Data in this exercise:

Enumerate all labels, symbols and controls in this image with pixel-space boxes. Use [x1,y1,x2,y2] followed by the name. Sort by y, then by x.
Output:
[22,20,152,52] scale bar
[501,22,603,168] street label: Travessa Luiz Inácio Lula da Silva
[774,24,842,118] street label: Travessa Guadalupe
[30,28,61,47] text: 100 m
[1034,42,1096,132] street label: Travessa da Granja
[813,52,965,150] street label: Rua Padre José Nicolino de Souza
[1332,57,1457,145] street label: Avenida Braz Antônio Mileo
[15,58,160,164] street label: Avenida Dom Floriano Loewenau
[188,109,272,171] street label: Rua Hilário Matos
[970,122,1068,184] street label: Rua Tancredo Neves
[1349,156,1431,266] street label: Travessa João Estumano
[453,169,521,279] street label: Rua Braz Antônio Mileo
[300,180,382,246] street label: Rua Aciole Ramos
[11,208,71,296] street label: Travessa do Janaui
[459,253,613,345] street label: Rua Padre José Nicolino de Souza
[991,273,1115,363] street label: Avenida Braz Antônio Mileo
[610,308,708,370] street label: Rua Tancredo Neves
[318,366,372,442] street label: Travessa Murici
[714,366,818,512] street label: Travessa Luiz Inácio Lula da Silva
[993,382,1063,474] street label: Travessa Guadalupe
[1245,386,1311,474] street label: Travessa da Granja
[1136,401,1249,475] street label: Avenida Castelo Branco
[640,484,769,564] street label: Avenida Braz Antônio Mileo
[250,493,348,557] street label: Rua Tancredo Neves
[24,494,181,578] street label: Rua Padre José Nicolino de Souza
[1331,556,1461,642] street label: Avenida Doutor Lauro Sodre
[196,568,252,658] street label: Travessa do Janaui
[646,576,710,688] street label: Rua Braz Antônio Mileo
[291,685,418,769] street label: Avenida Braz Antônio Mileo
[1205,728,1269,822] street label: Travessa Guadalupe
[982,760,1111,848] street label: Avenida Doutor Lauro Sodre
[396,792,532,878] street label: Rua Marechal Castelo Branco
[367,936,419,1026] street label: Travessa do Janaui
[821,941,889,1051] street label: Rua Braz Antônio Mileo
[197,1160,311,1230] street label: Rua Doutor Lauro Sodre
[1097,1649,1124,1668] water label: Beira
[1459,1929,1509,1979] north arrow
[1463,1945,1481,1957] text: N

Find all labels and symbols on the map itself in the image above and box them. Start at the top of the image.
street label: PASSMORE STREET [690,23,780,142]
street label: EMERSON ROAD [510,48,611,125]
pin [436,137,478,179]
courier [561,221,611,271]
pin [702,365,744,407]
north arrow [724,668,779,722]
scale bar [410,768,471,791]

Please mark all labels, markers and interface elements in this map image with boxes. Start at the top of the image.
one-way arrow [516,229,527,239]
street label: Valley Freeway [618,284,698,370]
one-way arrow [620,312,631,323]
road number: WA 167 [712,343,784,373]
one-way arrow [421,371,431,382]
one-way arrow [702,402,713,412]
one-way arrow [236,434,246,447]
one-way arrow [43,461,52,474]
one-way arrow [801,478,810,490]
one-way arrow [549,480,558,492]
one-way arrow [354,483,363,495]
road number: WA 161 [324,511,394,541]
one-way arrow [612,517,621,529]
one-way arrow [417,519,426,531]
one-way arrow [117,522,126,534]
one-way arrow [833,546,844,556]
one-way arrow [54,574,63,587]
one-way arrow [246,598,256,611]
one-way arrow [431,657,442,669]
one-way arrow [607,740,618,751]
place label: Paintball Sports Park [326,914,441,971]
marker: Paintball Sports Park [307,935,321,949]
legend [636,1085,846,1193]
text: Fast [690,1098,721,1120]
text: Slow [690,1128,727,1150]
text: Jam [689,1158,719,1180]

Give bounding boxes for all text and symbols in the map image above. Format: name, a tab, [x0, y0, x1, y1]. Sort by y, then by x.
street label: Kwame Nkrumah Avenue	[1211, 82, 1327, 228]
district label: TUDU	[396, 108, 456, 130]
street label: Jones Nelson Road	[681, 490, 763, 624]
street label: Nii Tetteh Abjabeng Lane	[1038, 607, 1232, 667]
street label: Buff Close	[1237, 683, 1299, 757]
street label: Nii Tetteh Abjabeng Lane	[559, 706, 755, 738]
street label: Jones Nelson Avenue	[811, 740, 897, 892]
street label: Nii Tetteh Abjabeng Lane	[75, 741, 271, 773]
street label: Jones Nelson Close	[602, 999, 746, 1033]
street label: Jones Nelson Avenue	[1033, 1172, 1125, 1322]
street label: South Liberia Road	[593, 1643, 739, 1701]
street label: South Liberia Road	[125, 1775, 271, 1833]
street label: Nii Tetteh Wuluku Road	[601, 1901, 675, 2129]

Exercise prompt:
Output every record verbatim.

Exercise response:
Enumerate all labels, symbols and controls in this image with pixel-space boxes. Use [x1,y1,x2,y2] followed by the name. Sort by y, then by x.
Output:
[22,20,152,52] scale bar
[501,22,603,168] street label: Travessa Luiz Inácio Lula da Silva
[774,24,842,118] street label: Travessa Guadalupe
[30,28,61,47] text: 100 m
[1034,42,1096,132] street label: Travessa da Granja
[813,52,965,150] street label: Rua Padre José Nicolino de Souza
[1332,57,1457,145] street label: Avenida Braz Antônio Mileo
[15,58,160,164] street label: Avenida Dom Floriano Loewenau
[188,109,272,171] street label: Rua Hilário Matos
[970,122,1068,184] street label: Rua Tancredo Neves
[1349,156,1431,266] street label: Travessa João Estumano
[453,169,521,279] street label: Rua Braz Antônio Mileo
[300,180,382,246] street label: Rua Aciole Ramos
[11,208,71,296] street label: Travessa do Janaui
[459,253,613,345] street label: Rua Padre José Nicolino de Souza
[991,273,1115,363] street label: Avenida Braz Antônio Mileo
[610,308,708,370] street label: Rua Tancredo Neves
[318,366,372,442] street label: Travessa Murici
[714,366,818,512] street label: Travessa Luiz Inácio Lula da Silva
[993,382,1063,474] street label: Travessa Guadalupe
[1245,386,1311,474] street label: Travessa da Granja
[1136,401,1249,475] street label: Avenida Castelo Branco
[640,484,769,564] street label: Avenida Braz Antônio Mileo
[250,493,348,557] street label: Rua Tancredo Neves
[24,494,181,578] street label: Rua Padre José Nicolino de Souza
[1331,556,1461,642] street label: Avenida Doutor Lauro Sodre
[196,568,252,658] street label: Travessa do Janaui
[646,576,710,688] street label: Rua Braz Antônio Mileo
[291,685,418,769] street label: Avenida Braz Antônio Mileo
[1205,728,1269,822] street label: Travessa Guadalupe
[982,760,1111,848] street label: Avenida Doutor Lauro Sodre
[396,792,532,878] street label: Rua Marechal Castelo Branco
[367,936,419,1026] street label: Travessa do Janaui
[821,941,889,1051] street label: Rua Braz Antônio Mileo
[197,1160,311,1230] street label: Rua Doutor Lauro Sodre
[1097,1649,1124,1668] water label: Beira
[1459,1929,1509,1979] north arrow
[1463,1945,1481,1957] text: N

Find all labels and symbols on the map itself in the image above and box them. Start at the top of the image.
street label: PASSMORE STREET [690,23,780,142]
street label: EMERSON ROAD [510,48,611,125]
pin [436,137,478,179]
courier [561,221,611,271]
pin [702,365,744,407]
north arrow [724,668,779,722]
scale bar [410,768,471,791]

Please mark all labels, markers and interface elements in this map image with boxes. Start at the top of the image.
one-way arrow [516,229,527,239]
street label: Valley Freeway [618,284,698,370]
one-way arrow [620,312,631,323]
road number: WA 167 [712,343,784,373]
one-way arrow [421,371,431,382]
one-way arrow [702,402,713,412]
one-way arrow [236,434,246,447]
one-way arrow [43,461,52,474]
one-way arrow [801,478,810,490]
one-way arrow [549,480,558,492]
one-way arrow [354,483,363,495]
road number: WA 161 [324,511,394,541]
one-way arrow [612,517,621,529]
one-way arrow [417,519,426,531]
one-way arrow [117,522,126,534]
one-way arrow [833,546,844,556]
one-way arrow [54,574,63,587]
one-way arrow [246,598,256,611]
one-way arrow [431,657,442,669]
one-way arrow [607,740,618,751]
place label: Paintball Sports Park [326,914,441,971]
marker: Paintball Sports Park [307,935,321,949]
legend [636,1085,846,1193]
text: Fast [690,1098,721,1120]
text: Slow [690,1128,727,1150]
text: Jam [689,1158,719,1180]

Give bounding boxes for all text and symbols in the map image above. Format: name, a tab, [x0, y0, x1, y1]. Sort by y, then by x.
street label: Kwame Nkrumah Avenue	[1211, 82, 1327, 228]
district label: TUDU	[396, 108, 456, 130]
street label: Jones Nelson Road	[681, 490, 763, 624]
street label: Nii Tetteh Abjabeng Lane	[1038, 607, 1232, 667]
street label: Buff Close	[1237, 683, 1299, 757]
street label: Nii Tetteh Abjabeng Lane	[559, 706, 755, 738]
street label: Jones Nelson Avenue	[811, 740, 897, 892]
street label: Nii Tetteh Abjabeng Lane	[75, 741, 271, 773]
street label: Jones Nelson Close	[602, 999, 746, 1033]
street label: Jones Nelson Avenue	[1033, 1172, 1125, 1322]
street label: South Liberia Road	[593, 1643, 739, 1701]
street label: South Liberia Road	[125, 1775, 271, 1833]
street label: Nii Tetteh Wuluku Road	[601, 1901, 675, 2129]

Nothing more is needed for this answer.